Madrasa-e-Azam is one of the last standing reminders of Chennai's charming colonial-era architecture. Once, before the majestic two scorpion-shaped staired building stood thousands of students in assembly lines by the flag post. Now only the flag post remains - thousands of students shrank into a few hundred and the building crumbled leaving some lone walls.
Once, the school had a generation of students who learnt from the British alongside the Maulvis. And then came a generation who were taught by the British-taught teachers. With years passing, the giant old trees witnessed all these and the kids of present only possess those trees and shades of a gone glorious age.

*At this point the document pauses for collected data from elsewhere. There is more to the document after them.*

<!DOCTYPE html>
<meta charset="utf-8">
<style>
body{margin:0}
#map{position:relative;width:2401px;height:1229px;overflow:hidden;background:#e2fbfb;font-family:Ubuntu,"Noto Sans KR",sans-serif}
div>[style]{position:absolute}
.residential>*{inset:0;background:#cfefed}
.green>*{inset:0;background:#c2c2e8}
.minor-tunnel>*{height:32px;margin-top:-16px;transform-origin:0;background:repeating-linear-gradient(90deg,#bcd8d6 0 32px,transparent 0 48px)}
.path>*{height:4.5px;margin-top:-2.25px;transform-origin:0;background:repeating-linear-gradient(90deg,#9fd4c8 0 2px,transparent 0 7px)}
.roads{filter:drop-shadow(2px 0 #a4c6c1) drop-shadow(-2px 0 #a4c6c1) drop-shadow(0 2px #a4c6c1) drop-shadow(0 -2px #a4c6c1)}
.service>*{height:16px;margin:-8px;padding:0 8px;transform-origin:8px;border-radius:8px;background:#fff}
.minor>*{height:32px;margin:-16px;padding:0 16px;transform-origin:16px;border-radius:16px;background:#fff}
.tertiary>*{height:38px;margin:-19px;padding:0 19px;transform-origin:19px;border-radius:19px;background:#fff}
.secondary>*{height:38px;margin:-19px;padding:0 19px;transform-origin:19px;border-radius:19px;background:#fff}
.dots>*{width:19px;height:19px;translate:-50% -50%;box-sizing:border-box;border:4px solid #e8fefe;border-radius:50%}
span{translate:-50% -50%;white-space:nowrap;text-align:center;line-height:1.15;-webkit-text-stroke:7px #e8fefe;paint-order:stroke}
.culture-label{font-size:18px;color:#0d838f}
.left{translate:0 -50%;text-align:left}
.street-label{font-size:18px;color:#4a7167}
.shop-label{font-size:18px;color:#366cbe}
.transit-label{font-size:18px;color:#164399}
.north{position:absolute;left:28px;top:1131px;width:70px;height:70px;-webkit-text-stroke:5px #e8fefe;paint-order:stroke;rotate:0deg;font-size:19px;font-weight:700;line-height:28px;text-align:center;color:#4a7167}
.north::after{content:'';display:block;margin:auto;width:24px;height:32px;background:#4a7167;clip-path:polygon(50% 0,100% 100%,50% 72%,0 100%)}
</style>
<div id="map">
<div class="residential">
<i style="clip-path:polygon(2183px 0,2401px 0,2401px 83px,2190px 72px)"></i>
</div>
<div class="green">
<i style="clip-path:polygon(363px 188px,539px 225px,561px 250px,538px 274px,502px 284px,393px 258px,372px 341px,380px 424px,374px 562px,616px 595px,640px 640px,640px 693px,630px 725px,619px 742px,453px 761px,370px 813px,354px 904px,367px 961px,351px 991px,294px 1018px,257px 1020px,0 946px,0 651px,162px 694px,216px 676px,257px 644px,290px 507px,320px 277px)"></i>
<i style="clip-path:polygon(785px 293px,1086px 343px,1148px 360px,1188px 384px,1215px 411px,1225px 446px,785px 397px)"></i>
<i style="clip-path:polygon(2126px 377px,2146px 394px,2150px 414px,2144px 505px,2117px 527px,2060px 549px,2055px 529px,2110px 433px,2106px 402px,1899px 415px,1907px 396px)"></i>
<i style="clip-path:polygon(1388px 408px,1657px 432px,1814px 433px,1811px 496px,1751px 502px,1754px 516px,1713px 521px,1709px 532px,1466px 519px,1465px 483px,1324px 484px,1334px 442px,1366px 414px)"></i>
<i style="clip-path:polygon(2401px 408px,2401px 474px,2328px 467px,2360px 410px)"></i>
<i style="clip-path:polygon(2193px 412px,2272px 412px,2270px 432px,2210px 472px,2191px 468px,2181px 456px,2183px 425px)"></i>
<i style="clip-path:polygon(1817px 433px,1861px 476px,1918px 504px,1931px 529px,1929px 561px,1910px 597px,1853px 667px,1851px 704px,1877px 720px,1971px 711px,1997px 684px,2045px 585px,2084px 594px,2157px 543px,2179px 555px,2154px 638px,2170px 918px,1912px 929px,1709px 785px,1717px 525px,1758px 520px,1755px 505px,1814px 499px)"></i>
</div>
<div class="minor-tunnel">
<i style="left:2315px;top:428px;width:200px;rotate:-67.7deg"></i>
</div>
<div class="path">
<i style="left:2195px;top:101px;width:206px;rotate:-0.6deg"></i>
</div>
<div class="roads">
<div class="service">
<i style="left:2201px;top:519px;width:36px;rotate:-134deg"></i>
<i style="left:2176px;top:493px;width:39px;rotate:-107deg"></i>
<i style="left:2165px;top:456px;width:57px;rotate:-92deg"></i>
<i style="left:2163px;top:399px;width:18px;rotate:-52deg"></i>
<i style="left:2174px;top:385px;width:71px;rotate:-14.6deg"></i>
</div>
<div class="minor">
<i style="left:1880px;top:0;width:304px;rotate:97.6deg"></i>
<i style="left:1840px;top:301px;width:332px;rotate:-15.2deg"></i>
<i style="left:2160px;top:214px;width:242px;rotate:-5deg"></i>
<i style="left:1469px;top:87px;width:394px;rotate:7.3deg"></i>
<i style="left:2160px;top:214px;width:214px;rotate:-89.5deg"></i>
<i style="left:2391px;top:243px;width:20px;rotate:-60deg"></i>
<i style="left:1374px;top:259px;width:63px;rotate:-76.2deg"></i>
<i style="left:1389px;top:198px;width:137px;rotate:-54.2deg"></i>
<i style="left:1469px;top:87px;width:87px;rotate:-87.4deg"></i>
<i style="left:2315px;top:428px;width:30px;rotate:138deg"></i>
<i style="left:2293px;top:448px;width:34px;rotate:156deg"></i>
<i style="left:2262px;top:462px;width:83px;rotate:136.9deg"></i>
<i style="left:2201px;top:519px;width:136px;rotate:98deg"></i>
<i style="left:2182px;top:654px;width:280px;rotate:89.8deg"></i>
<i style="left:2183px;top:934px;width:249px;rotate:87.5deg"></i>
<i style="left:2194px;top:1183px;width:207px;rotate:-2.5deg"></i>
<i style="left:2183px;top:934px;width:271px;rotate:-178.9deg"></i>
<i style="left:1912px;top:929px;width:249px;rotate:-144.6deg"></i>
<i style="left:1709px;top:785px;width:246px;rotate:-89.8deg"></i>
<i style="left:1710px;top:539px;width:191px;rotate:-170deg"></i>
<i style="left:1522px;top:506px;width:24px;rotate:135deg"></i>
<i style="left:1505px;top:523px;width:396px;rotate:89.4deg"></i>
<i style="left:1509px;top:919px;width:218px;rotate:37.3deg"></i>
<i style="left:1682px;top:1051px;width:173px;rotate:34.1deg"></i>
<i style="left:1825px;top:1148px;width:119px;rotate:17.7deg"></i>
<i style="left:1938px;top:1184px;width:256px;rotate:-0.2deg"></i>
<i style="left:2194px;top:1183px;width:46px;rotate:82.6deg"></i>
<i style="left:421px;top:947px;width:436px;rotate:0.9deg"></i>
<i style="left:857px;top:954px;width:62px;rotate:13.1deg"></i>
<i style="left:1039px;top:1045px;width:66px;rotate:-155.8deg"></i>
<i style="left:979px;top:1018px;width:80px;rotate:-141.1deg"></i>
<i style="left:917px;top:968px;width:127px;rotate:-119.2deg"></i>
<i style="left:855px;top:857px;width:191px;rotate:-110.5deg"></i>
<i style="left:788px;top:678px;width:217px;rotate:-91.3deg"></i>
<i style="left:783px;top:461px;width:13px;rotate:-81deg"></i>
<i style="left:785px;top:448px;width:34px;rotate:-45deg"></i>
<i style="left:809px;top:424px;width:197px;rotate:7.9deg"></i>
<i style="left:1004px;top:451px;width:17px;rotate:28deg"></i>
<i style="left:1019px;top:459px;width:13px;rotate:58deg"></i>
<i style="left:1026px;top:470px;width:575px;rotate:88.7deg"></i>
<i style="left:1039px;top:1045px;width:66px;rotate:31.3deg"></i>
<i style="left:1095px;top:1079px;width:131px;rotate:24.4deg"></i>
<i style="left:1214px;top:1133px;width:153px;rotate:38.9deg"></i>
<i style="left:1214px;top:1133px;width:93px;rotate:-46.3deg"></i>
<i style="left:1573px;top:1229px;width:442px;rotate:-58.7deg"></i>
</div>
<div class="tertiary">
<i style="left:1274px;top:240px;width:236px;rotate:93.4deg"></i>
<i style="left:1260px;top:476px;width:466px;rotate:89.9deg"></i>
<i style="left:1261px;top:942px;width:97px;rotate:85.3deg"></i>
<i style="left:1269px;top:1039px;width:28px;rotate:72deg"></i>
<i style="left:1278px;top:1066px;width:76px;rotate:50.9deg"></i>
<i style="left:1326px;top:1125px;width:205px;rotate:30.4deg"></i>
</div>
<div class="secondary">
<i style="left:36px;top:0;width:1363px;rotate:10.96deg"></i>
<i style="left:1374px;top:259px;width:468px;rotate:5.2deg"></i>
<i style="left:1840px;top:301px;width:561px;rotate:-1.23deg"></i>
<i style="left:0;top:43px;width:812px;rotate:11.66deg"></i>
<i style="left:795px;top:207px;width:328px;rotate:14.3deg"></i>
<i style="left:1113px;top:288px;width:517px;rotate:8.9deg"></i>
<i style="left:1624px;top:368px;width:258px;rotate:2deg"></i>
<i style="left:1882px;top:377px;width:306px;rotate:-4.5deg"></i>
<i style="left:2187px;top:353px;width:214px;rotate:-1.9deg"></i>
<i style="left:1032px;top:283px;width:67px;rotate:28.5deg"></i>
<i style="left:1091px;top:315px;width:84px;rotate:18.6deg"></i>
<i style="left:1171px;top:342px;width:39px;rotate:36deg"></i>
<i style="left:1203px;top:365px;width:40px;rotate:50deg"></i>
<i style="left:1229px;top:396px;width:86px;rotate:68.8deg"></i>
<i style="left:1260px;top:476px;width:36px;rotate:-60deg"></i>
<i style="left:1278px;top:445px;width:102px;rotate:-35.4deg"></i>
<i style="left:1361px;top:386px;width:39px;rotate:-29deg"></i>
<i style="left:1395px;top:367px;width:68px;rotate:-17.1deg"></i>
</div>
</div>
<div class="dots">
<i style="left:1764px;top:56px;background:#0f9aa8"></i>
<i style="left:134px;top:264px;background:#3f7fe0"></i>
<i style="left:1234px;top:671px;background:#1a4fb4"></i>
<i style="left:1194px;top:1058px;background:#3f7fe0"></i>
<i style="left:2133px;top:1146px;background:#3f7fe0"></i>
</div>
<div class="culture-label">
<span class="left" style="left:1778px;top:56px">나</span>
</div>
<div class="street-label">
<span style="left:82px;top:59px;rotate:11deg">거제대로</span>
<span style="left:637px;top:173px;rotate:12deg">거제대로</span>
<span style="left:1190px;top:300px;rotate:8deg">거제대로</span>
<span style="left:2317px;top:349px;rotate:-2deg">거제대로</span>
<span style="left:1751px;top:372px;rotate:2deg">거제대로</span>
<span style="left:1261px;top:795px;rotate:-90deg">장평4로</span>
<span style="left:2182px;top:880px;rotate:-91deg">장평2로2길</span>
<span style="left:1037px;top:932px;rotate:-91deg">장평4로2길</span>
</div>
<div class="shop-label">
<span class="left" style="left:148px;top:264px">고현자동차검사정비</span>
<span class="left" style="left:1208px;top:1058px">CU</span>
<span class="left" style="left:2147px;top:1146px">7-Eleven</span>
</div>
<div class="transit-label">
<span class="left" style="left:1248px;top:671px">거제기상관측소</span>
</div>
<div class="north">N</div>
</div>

It was on the grounds of Madrasa-e-Azam, an English man gave a passionate speech on the knowledge production and transaction of the Arab world. He referred to the scientific and artistic achievements of the Abbasid Caliphate and the extent they went to collect knowledge, advance and record them which resulted in Europe learning from them. "Regrettably, now you have to learn the same from English people," Balfour famously said while speaking in a meeting where he had summoned the surrounding Muslim leaders to urge them to build a centre for higher studies.
Sadly, nothing came out of the meeting. It took decades for a college to be built in the same plot. And presently the school shares a wall with Quaid-i-Millath memorial to one side and on the other with a college for women named after him.
With the shrinking student statistics, the school is being nagged to shift to another place by the government. Convinced of the necessity to increase the enrollment of students, the committee provides free spoken English classes at the school and appoints teachers at their expense till the new government-appointed teachers take charge.
Hopefully, the alumni initiative to preserve the school that has offered generations of neighbourhood Muslims access to modern education in their mother tongue, Urdu, has started to bear fruit with more students drawn towards the school.